“I say,” he murmured—“don’t think me rude—but where do you come in?”

Prudence scrutinised him for a perplexed moment, at a loss for his meaning; whereupon he suggested with a smile:

“Niece, perhaps?”

“Oh!” The gay little laugh, which so irritated Miss Agatha’s ears, broke from her lips once more. “I see. No. I’m Mr Graynor’s youngest daughter... by his second marriage,” she added, with just a hint of malice in her voice.

The young man grasped the position.

“I’m getting hold of it,” he said, a sympathetic light in his eyes. “The thing puzzled me. I couldn’t place you. You don’t seem to fit in.” Then he said with a kind of inspiration, as though the idea had suddenly presented itself to him: “You don’t fit in, you know. Your place rightly is leaning out of a window. That’s how I shall always picture you.”

It was an extraordinary talk, and altogether delightful. Prudence enjoyed his visit tremendously. But when he left, Miss Agatha reproved her sharply for pushing herself forward and monopolising the visitor.

“He monopolised me,” Prudence contended. “I retired into corners, and he followed.”

“You made yourself conspicuous,” Miss Agatha said, “and behaved altogether in a forward and unseemly manner.”

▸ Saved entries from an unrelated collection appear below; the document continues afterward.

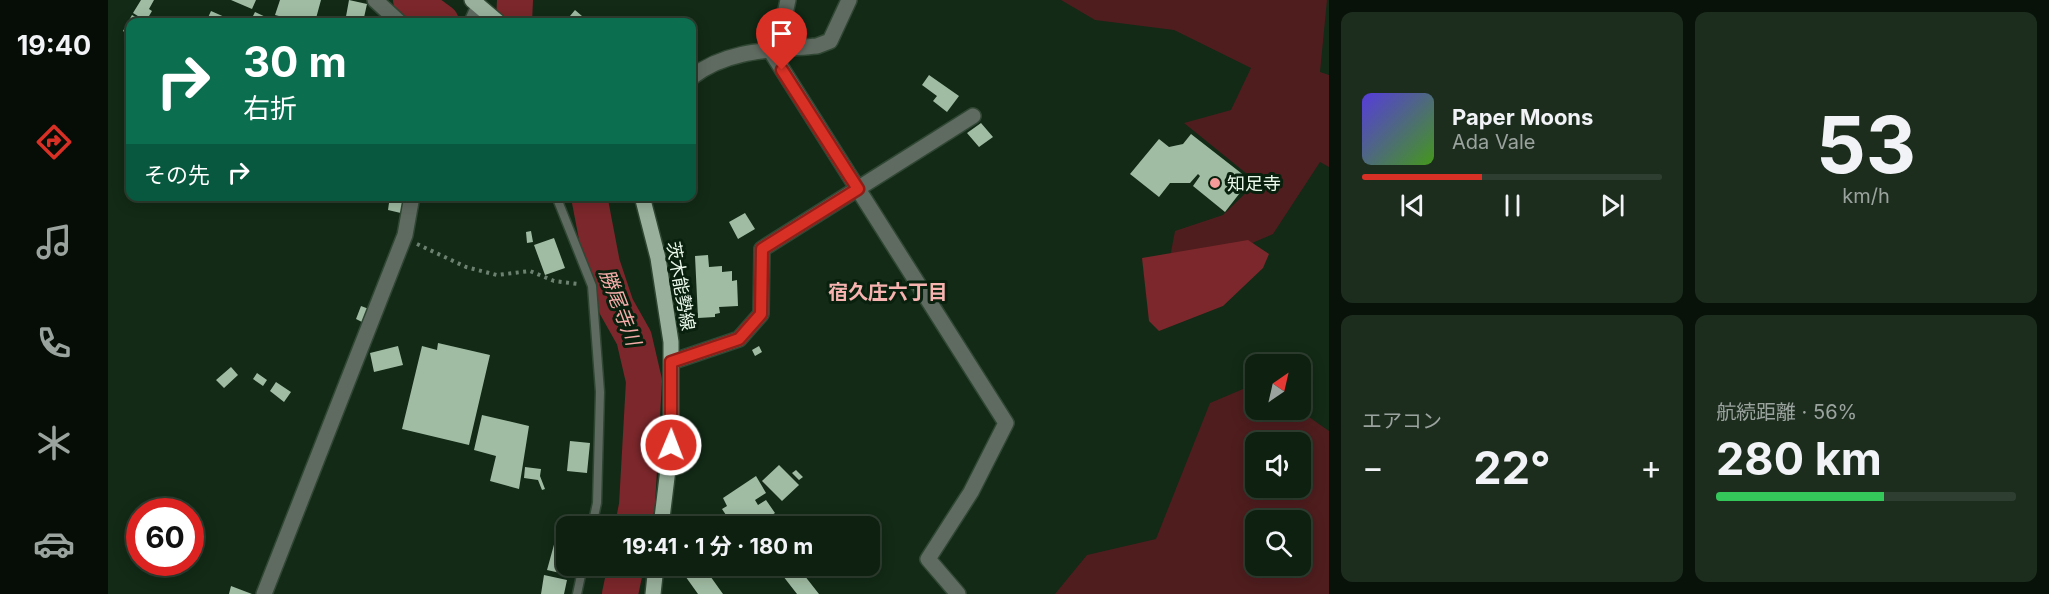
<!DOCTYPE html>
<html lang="ja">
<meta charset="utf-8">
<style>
:root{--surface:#0e2010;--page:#1c2d1e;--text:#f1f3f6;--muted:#9ba39f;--line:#2e3e30;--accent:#d93025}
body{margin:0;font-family:Inter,"Noto Sans JP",sans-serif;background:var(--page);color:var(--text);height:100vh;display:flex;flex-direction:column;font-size:22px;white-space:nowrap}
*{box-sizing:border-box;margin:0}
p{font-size:20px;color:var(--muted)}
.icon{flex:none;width:33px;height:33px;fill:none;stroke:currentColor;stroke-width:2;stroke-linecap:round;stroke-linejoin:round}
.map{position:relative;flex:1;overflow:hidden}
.panel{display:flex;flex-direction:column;gap:12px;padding:12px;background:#081209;width:720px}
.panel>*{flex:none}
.top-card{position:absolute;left:18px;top:18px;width:570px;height:183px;border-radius:12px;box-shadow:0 3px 15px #0003,0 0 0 2px var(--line);background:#0b6e4f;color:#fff;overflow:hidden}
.needle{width:39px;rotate:34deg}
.controls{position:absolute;left:1137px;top:354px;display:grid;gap:12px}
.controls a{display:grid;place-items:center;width:66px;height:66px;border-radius:12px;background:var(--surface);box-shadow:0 3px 15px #0003,0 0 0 2px var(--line);font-size:30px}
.speed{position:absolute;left:18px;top:498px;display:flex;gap:12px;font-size:30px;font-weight:700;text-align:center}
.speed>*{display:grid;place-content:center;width:78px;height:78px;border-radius:50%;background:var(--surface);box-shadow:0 3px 15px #0003,0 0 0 2px var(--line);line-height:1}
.speed .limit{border:9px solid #d22;background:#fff;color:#111}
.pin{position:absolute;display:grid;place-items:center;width:51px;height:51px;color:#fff;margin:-62px -26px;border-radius:50% 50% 50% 0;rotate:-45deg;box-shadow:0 0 6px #0007}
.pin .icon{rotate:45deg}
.me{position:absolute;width:66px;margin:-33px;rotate:1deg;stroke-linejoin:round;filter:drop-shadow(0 0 4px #0008)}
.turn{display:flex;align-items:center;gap:21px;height:126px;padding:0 18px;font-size:27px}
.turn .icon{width:78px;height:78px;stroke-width:2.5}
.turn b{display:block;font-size:42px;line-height:51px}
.then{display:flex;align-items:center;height:57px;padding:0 18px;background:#0003;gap:12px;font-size:22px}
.big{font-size:45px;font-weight:700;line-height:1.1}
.panel .tile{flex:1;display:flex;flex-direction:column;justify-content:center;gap:9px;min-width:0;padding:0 21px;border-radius:12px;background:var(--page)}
.panel .dial{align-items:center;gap:0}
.dial b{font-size:78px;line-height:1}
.song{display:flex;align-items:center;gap:18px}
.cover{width:72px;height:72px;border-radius:9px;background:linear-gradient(135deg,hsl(250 70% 55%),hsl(100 70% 35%))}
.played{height:6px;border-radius:3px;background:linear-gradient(90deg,var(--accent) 40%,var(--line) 40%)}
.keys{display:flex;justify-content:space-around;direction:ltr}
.heat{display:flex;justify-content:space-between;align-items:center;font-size:33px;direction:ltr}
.charge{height:9px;border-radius:4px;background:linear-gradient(90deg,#34c759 56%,var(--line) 0)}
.panel .tiles{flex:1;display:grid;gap:12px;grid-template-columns:repeat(2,1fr)}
.trip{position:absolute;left:448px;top:516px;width:324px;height:60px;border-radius:12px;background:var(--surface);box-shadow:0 3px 15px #0003,0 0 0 2px var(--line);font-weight:700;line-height:60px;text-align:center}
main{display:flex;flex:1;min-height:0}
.tabs{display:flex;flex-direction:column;width:108px;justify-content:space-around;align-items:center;background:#060d06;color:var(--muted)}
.tabs .icon{width:42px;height:42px}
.tabs .active{color:var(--accent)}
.tabs b{font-size:27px;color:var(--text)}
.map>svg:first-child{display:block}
</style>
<main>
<nav class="tabs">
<b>19:40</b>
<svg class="icon active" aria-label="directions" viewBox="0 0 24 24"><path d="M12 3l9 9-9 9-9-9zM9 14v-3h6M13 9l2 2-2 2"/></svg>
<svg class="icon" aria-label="music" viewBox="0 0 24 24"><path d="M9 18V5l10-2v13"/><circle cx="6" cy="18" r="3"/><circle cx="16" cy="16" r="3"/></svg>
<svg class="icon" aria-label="phone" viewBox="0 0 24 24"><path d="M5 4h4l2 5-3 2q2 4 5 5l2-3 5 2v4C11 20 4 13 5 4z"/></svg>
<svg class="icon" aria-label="climate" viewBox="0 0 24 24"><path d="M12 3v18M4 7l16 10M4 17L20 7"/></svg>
<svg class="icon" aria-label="car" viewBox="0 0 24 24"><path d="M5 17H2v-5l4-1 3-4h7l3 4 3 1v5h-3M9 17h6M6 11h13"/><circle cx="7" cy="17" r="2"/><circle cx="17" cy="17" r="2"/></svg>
</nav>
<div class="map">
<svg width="1221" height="594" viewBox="0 0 1221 594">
<rect width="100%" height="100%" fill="#122a16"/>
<path fill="#4f1d1e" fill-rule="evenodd" d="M1219,0L1212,72L1221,75V167L1212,162L1165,234L1086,268L1062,257L1067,231L1115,215L1149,182L1076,123L1123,110L1143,68L1066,30L987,20L953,0Z
M1147,384L1148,410H1191L1221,431V594H947L979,555L1048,539L1102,403ZM1148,442H1192V488H1148ZM1148,520H1192V566H1148Z"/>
<path fill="#7c272b" d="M1140,240L1161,254L1155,268L1115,306L1051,331L1041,321L1034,258Z"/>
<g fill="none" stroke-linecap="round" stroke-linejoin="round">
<path stroke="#7c272b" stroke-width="36" d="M303,0L333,22
M406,22L407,0
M481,196L494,264L508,306L526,338L536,381L529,505L525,526
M512,594L518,566"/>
</g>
<path fill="#a0bca3" d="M33,0H46L41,9L44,11L38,21L25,13Z
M123,0H148L144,9Z
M172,0H213L207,22H194L167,15Z
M241,0L259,4L255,22H237Z
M467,10L481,22H457Z
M103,11L128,22L130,18L140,22H98Z
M147,12L162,19L160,22H142Z
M24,15L35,21L34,22H22V36L15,31Z
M821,75L851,96L839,112L825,101L829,96L814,85Z
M873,123L885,137L871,147L859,133Z
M1083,134L1142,180L1117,212L1085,186L1092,176L1090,174L1082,183H1062L1051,197L1022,174L1051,139L1061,147L1075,144Z
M282,196H299L297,214L280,210Z
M637,213L647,229L630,239L621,222Z
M423,231L425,242L419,243L418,232Z
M446,238L457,268L437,275L426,245Z
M600,255L601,267L614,266V272L624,271V281L629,280L630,306L611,307L612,313L607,314V317L590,318L587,256Z
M253,306L261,309L256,323L248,319Z
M330,343L382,355L361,445L294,429L314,346L329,350Z
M290,346L295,365L266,372L262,353Z
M651,346L654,352L647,356L644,350Z
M123,367L130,375L116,388L108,380Z
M149,373L159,380L155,386L145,379Z
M168,382L183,392L176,402L162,391Z
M374,415L421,426L411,489L382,481L388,456L366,450Z
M462,441L482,443L479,473L459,471Z
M671,465L691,485L674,501L654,481Z
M417,467L433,469L432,476L437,489L434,490L430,480L416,478Z
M688,470L695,477L691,480L684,473Z
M648,476L658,493L647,500L650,505L658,500L667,513L647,526H630L625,519L622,521L614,509L619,506L615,498Z
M447,541L459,544V566H463L461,575L439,570Z
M570,566H595L615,594H590Z
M689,566L711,594H689L675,576Z
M436,575L459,580L456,594H433Z
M123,586L144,594H121Z"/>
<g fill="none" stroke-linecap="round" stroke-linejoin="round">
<g stroke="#304734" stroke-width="11">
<path id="lane" d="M448,196L484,286L492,392L489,503L484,526
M469,594L475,566"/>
</g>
<g stroke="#304734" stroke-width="18">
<path id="street" d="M267,0L291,22
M364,22L371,6
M662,50L898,423L863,492L820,559L850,594
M669,50L680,0
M584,77C619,49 666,50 709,46L722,41L741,0
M563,362L631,339L653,314L654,249L865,116
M156,594L297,235L304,196"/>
</g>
<g stroke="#304734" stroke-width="18">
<path id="primary" d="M364,0L390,22
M534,196L550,258L563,342V445L553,526
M545,594L548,566"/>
</g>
<path stroke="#6d8170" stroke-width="4" stroke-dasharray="3 4.5" stroke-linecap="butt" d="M309,244L358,267L389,275L422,271L446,281L470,284"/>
<use href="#lane" stroke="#5f6a60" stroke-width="8"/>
<use href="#street" stroke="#5f6a60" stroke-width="15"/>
<use href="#primary" stroke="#99b19c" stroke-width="15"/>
</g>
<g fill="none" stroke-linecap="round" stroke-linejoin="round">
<g stroke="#8d1f18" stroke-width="15">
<path id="route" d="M563,445V362L631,339L653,314L654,249L750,189L674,70"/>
</g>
<use href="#route" stroke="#d93025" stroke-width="10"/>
</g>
<circle fill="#f59b99" stroke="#08200d" stroke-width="2" cx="1107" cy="183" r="6"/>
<g text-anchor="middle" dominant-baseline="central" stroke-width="6" stroke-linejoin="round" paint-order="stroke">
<g font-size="18" fill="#eaf8eb" stroke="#08200d" text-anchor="start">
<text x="1119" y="183">知足寺</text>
</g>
<g font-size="18" fill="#eaf8eb" stroke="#08200d">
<text transform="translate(573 286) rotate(80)">茨木能勢線</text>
</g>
<g font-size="20" font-weight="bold" fill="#f7b3b0" stroke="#08200d">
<text x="780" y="292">宿久庄六丁目</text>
</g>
<g font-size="20" font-style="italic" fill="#f6aca9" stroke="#08200d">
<text transform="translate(512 307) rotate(69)">勝尾寺川</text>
</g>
</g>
</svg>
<div class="controls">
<a><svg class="needle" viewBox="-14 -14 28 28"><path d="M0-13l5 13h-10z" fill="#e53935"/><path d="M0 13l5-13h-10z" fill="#9ba39f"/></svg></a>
<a><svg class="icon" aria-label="sound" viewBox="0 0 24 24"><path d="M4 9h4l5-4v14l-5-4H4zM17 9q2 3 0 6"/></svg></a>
<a><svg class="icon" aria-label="search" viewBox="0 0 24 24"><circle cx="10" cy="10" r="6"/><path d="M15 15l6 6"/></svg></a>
</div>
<div class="speed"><div class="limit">60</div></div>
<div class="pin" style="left:674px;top:70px;background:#d93025"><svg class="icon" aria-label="arrive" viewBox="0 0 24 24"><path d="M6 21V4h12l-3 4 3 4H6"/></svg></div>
<svg class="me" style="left:563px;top:445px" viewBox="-20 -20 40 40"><circle r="17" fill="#d93025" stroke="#fff" stroke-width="3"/><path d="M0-11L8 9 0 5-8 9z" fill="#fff"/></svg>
<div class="trip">19:41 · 1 分 · 180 m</div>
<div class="top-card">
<div class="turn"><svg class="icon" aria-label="right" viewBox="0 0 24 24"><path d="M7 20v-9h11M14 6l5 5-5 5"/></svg><div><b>30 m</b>右折</div></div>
<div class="then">その先<svg class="icon" aria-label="right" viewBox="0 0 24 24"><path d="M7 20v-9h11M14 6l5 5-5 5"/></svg></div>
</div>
</div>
<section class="panel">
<div class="tiles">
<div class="tile">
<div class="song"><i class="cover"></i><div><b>Paper Moons</b><p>Ada Vale</p></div></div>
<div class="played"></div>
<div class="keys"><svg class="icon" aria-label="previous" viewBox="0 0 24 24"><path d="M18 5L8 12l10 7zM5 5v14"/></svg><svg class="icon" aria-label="pause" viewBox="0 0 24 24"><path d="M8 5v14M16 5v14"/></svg><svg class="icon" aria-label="next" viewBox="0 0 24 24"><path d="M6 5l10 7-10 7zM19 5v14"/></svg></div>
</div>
<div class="tile dial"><b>53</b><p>km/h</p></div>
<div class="tile"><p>エアコン</p>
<div class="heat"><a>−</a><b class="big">22°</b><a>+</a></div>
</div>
<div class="tile"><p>航続距離 · 56%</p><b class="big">280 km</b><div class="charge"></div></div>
</div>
</section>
</main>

Prudence had occasion later to regret this success in which she had triumphed at the time; Mr Philip Steele had not succeeded in winning general favour, and so never received the invitation to dine. He did not possess sufficient nerve to present himself at the house uninvited, or he would have called again for the pleasure of meeting Prudence. He did meet her, but the encounter was accidental. It was all the more enjoyable on that account. They met where there were neither walls nor interruptions, where they could talk without reserve and laugh unrestrainedly, with only the mating birds to hear them, and the soft wind to catch up and echo their mirth in the tall trees overhead—a joyous meeting, with the springtime harmony about them, and the springtime gladness in their hearts and eyes.